Folk legend from Maharashtra, India

In Hindu and Jain traditions, the muṇḍana ceremony marks a boy's entry into formal education, involving the tying of a sacred thread around the torso and a girdle made of munja grass around the waist, typically at the age of seven. He is known as Munjya when he puts on the munja grass girdle.

According to folklore in Maharashtra and the Konkan coast, Munjya is believed to be the ghosts of boys who died after this ceremony but before marriage, inhabiting peepal trees. Munjya's are described as restless bachelor ghosts who roam trees at night, possessing cleverness and multilingual abilities. While most Munjya's are not harmful, they may retaliate against those who defile their tree homes, potentially pelting offenders with stones or causing accidents. Some stories depict more malevolent Munjya's causing harm to humans, such as causing accidents or possessing living beings with dangerous intentions, including forcing them to commit acts of violence.
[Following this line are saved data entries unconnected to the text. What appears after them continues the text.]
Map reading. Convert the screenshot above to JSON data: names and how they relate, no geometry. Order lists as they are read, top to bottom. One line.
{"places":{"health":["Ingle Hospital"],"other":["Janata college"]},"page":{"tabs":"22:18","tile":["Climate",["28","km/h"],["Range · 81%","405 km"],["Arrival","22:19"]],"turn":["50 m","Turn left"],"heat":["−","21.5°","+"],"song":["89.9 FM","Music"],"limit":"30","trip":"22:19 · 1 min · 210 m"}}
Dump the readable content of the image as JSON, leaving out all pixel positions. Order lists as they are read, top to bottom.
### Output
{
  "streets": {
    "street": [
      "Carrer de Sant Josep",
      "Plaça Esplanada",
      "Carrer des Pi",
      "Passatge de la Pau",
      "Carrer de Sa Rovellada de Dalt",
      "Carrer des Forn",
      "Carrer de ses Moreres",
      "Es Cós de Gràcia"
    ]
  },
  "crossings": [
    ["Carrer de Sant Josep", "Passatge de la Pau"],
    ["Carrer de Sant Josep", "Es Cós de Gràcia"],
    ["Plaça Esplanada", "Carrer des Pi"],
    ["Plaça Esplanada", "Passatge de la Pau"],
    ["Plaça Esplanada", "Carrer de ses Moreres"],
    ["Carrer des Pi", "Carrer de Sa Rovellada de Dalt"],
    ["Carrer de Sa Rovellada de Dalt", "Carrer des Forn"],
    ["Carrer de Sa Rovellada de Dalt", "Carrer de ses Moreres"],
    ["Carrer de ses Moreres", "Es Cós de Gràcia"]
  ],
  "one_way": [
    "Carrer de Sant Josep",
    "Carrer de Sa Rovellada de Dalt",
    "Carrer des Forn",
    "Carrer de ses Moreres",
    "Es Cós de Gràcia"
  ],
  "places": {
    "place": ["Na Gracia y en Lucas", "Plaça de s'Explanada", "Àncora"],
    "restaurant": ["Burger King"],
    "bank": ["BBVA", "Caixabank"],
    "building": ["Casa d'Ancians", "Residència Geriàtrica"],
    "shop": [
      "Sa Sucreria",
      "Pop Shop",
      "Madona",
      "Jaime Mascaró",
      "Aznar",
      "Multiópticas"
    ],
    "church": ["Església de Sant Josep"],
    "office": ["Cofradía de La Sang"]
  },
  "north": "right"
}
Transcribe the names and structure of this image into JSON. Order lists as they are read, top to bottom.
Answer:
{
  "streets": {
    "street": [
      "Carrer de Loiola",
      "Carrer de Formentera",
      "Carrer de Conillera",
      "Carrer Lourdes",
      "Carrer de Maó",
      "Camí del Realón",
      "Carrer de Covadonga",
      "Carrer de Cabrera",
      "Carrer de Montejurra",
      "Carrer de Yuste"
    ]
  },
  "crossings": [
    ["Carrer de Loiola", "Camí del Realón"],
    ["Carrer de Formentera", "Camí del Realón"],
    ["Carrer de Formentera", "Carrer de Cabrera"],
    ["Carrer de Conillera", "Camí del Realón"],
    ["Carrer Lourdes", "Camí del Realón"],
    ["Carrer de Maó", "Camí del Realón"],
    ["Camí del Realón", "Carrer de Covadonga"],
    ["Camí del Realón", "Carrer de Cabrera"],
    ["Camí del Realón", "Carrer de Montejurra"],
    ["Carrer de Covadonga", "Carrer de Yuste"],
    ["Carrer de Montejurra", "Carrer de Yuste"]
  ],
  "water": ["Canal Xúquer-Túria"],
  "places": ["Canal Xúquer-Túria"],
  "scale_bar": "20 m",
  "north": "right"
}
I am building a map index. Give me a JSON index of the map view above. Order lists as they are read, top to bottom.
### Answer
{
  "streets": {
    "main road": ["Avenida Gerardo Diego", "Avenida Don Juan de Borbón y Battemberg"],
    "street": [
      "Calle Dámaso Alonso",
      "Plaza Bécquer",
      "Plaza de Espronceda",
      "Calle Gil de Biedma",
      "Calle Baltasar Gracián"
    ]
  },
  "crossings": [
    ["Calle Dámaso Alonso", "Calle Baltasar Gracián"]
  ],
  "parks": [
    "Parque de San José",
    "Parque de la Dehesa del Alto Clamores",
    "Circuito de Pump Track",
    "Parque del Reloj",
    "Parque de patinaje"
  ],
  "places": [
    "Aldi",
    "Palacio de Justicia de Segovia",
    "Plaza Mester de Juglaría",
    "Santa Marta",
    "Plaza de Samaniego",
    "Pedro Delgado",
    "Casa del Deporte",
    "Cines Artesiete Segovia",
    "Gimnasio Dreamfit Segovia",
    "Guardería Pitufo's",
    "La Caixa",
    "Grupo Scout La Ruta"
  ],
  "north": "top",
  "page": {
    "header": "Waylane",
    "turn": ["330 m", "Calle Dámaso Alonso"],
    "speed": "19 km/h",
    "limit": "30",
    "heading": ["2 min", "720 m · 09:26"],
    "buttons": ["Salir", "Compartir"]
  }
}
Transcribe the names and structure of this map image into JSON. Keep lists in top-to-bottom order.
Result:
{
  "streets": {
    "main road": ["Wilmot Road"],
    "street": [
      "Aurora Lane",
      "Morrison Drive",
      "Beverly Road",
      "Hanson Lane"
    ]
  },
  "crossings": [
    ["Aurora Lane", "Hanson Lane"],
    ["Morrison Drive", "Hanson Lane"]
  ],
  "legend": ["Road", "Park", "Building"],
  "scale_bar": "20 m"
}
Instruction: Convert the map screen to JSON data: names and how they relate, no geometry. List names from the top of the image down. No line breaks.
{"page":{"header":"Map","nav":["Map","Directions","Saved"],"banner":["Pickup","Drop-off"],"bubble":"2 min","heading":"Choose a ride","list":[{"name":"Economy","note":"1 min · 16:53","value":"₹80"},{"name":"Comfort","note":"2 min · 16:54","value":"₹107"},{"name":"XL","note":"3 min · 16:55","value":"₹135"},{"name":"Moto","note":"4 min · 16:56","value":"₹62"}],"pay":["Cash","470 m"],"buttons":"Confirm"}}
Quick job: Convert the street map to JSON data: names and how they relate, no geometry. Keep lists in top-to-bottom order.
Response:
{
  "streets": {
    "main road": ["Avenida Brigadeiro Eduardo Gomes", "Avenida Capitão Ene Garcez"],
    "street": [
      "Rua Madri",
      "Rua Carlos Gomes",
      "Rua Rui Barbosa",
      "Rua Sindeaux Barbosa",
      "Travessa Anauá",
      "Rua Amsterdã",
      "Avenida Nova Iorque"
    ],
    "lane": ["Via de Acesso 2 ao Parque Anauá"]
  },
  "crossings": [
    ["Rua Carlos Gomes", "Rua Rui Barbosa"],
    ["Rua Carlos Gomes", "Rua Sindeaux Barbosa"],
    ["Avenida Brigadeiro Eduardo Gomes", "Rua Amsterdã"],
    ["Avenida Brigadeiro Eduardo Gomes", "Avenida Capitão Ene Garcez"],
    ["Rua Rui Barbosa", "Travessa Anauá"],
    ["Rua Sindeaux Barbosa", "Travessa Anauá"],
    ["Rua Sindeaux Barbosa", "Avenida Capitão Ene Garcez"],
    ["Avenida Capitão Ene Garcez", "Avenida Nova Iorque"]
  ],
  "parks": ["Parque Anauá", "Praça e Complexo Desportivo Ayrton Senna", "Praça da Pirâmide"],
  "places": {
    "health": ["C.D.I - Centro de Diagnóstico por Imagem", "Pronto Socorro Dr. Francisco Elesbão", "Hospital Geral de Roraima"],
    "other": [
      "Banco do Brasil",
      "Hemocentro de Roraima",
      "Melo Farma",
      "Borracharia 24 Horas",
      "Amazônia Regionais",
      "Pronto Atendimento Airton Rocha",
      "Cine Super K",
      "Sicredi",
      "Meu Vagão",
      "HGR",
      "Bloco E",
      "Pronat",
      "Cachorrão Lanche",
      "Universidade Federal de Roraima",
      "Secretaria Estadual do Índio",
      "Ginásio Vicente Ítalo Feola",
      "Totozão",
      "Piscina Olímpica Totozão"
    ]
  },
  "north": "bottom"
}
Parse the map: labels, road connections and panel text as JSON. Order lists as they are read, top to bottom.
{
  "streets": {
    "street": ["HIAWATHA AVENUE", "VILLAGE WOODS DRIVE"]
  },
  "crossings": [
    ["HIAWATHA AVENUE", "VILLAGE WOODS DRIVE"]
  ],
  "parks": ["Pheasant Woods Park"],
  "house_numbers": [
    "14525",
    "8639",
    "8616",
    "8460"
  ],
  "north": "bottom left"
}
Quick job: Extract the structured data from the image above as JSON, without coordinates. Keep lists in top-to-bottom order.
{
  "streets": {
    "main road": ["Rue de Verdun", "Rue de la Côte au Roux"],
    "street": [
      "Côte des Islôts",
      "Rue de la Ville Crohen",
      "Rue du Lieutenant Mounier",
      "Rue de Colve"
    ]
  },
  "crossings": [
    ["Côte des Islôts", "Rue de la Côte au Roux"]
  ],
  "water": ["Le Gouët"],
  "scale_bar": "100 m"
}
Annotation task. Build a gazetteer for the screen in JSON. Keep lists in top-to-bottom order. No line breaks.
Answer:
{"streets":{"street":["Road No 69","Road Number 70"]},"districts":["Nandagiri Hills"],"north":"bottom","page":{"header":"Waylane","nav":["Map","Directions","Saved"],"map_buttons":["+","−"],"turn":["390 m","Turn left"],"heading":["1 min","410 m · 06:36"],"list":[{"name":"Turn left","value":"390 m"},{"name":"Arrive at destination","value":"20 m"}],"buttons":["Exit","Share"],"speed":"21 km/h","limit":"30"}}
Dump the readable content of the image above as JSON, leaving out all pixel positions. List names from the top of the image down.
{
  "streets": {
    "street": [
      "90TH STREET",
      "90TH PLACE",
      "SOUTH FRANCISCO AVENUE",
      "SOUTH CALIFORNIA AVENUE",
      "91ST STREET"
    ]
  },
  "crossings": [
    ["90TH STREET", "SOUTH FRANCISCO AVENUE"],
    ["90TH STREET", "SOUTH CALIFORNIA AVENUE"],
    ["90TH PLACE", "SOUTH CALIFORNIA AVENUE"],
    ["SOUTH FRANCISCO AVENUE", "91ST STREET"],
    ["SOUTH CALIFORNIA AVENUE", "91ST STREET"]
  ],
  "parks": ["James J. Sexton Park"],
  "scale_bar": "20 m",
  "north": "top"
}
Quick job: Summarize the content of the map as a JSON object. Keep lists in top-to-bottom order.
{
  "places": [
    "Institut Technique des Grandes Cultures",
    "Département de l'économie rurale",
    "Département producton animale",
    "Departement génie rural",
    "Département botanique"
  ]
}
One feasible rationale for the belief in Munjya is that peepal trees, known for their expansive canopies, emit substantial carbon dioxide during the night. The apprehension surrounding Munjya probably deterred individuals from lingering under these trees after dusk.

== In popular culture ==
- The Hindi-language horror-thriller Munjya is based on this legend.
- Vikram Aur Munja, an animated TV show on Big Magic.